Display library technologies play a central role in protein engineering applications, aiding in the development of novel binding reagents with high affinity interactions to a variety of protein and non-biological targets. To improve the ability to isolate novel binding peptides, robust bacterial display systems have been developed and screened for binding to a range of target proteins.

The first display system relied upon the insertional fusion of a random 15-mer peptide sequence within an extracellular loop of outer membrane protein OmpA of E. coli. A large library of 5×10¹⁰ unique clones was constructed and screened for binding to five unrelated proteins targets: human serum albumin, anti-T7•tag antibody, human C-reactive protein, HIV-1 gp120, and streptavidin. Requiring only two to four rounds of sorting, high-affinity protein binding peptides were isolated for each of the protein targets. A strong amino acid consensus within the selected peptides was apparent for all the target proteins. The OmpA display system provides an efficient process for identifying peptide affinity reagents, but due to the constraints caused by the insertional fusion within the display scaffold, the affinity of the identified peptides decreased when transferred to a soluble format.

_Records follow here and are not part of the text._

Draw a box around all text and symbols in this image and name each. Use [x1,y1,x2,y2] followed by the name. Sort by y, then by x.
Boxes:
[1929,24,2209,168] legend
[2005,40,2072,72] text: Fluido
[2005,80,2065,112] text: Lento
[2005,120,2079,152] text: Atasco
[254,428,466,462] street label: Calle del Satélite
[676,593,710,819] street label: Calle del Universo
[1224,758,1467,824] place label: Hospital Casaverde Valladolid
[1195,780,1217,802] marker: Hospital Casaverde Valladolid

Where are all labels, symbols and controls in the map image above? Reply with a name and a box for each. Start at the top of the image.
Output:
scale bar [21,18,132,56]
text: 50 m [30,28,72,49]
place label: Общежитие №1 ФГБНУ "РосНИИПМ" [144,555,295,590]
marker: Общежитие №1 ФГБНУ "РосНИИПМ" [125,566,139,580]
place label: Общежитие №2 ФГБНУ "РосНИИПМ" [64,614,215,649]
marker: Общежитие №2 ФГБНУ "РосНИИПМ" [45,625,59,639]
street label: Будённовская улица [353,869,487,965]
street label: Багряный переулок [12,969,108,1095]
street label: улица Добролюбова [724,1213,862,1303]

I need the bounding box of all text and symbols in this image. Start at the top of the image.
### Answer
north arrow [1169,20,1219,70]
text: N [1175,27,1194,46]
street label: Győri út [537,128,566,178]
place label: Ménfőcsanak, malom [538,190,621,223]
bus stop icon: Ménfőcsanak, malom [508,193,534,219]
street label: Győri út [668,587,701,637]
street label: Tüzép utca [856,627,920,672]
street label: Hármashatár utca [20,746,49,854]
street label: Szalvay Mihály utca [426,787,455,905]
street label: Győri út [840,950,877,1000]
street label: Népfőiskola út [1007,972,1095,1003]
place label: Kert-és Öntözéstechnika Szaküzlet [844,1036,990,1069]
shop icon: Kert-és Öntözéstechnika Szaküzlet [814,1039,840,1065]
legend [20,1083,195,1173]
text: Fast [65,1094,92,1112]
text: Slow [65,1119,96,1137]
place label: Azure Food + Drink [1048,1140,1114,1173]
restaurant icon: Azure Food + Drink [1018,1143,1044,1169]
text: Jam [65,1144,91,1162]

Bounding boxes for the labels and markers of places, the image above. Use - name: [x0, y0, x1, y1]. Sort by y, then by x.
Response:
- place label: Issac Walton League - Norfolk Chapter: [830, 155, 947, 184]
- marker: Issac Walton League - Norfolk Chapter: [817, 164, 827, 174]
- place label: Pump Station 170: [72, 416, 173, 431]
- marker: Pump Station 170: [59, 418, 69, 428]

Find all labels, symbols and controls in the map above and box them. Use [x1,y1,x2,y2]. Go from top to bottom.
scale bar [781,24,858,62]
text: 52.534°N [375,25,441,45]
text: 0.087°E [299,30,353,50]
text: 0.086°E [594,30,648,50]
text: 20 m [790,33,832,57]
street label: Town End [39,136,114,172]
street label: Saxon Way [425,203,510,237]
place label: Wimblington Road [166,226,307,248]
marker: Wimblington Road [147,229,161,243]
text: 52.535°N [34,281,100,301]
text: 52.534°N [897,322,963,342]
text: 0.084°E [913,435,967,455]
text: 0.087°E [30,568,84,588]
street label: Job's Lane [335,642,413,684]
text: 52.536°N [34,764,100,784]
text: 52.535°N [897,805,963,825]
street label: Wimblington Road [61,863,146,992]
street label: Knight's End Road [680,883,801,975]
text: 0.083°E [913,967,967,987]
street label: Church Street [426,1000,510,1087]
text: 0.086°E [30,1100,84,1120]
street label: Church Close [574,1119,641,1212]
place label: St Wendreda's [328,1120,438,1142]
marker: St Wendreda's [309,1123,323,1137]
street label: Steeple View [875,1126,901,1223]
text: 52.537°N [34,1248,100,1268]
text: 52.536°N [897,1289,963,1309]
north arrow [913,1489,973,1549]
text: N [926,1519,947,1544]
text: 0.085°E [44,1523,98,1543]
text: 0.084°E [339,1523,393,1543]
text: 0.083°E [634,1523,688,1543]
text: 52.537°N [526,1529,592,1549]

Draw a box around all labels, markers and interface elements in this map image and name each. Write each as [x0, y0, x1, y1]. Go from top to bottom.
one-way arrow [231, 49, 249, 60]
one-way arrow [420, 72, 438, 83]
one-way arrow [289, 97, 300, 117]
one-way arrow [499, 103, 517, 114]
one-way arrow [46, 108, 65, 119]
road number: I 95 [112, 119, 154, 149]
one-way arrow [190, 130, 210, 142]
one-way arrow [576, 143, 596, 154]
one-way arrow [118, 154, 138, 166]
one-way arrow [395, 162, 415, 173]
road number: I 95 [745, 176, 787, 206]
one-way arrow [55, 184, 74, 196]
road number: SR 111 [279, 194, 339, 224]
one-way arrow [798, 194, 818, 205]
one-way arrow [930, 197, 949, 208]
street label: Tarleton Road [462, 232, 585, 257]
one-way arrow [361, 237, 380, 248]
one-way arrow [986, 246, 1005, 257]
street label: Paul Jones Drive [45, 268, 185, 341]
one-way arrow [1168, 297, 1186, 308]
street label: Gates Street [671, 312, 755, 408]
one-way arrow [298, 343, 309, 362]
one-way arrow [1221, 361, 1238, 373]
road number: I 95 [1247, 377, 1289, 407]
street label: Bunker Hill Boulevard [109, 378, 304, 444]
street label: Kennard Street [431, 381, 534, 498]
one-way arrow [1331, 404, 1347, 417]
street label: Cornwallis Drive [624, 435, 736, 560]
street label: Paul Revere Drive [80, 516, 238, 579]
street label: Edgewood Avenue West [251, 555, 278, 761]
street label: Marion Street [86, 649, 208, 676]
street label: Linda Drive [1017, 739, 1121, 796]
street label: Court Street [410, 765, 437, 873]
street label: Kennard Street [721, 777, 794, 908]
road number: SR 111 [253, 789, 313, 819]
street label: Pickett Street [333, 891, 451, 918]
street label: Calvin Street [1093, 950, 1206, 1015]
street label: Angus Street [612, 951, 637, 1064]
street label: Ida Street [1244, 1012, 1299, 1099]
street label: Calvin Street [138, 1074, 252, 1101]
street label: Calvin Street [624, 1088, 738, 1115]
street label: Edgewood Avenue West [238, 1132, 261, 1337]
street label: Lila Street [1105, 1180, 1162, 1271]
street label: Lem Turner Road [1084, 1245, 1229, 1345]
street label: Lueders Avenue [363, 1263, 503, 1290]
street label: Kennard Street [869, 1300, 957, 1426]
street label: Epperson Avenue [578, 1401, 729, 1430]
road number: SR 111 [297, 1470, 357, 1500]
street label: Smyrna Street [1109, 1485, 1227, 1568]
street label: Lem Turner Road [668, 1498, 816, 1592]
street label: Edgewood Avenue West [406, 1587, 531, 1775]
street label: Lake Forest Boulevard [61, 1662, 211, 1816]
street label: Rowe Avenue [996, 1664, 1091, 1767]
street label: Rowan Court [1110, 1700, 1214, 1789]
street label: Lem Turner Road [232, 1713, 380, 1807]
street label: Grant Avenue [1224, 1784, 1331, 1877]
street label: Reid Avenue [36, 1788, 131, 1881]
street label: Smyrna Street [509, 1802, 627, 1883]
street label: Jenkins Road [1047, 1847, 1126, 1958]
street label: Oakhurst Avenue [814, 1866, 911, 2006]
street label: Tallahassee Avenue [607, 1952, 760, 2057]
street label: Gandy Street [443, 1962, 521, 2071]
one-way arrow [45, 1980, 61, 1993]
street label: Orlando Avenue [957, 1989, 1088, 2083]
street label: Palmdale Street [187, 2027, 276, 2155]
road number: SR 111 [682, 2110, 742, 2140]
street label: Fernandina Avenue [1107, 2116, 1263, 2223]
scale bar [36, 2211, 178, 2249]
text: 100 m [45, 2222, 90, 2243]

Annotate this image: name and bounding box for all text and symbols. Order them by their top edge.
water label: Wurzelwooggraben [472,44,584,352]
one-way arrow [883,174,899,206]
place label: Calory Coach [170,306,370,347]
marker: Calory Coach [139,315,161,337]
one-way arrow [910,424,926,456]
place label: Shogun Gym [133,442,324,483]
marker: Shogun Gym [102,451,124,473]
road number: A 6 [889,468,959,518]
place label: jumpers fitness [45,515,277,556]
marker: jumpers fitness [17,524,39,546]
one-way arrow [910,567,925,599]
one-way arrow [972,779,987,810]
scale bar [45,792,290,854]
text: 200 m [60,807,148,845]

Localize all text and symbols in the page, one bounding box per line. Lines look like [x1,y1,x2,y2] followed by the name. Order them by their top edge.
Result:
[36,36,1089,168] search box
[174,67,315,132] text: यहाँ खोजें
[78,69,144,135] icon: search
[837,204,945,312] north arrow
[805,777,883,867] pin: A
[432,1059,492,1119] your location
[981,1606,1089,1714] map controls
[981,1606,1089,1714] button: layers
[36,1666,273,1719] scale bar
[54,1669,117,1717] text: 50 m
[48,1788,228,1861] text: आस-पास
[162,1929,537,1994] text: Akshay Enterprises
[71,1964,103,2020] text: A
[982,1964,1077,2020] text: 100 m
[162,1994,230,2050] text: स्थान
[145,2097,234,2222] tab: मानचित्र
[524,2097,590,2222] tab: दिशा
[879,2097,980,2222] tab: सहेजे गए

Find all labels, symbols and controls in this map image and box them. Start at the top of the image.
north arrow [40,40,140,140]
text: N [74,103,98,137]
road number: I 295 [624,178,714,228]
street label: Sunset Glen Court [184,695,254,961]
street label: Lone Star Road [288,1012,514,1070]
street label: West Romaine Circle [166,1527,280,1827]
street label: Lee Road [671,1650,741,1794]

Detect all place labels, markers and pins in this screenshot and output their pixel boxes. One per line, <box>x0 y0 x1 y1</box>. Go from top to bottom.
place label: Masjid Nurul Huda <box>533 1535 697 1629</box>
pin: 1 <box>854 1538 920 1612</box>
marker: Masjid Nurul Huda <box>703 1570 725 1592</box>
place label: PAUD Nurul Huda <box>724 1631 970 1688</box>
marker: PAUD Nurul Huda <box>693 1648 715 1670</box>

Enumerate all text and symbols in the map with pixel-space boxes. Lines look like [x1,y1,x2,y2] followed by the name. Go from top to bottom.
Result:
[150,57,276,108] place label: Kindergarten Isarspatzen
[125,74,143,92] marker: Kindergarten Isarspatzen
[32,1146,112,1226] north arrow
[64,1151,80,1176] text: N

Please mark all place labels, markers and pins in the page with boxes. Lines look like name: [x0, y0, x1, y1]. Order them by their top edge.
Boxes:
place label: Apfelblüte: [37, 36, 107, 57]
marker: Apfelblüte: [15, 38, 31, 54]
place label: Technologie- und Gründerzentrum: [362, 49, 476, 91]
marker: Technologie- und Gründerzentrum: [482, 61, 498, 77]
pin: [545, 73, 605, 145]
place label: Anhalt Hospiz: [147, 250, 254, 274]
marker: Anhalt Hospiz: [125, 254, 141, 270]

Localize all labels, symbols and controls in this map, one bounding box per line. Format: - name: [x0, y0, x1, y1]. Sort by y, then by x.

To alleviate the imposed constraints of an insertional fusion within OmpA, a bacterial display methodology was developed allowing both N- and C-terminal display and proved to enable rapid screening for protein binding peptides from terminally displayed libraries. To accomplish this, a new scaffold was developed through circular permutation of outer membrane protein OmpX (CPX) to allow terminally displayed peptides to extend from the extracellular surface. CPX display was directly compared to insertional fusion display and enabled isolation of peptides with greater modularity, diversity, and affinity for the target. To further improve the CPX display system, directed evolution was used to create a new scaffold (eCPX) which expedites the display of peptides and allows for the presentation of larger polypeptides than the parental CPX, thus improving the sorting process.

The newly developed display systems provide a highly effective method for screening peptide libraries to rapidly generate ligands with high affinity and specificity to protein targets for an array of biotechnological applications.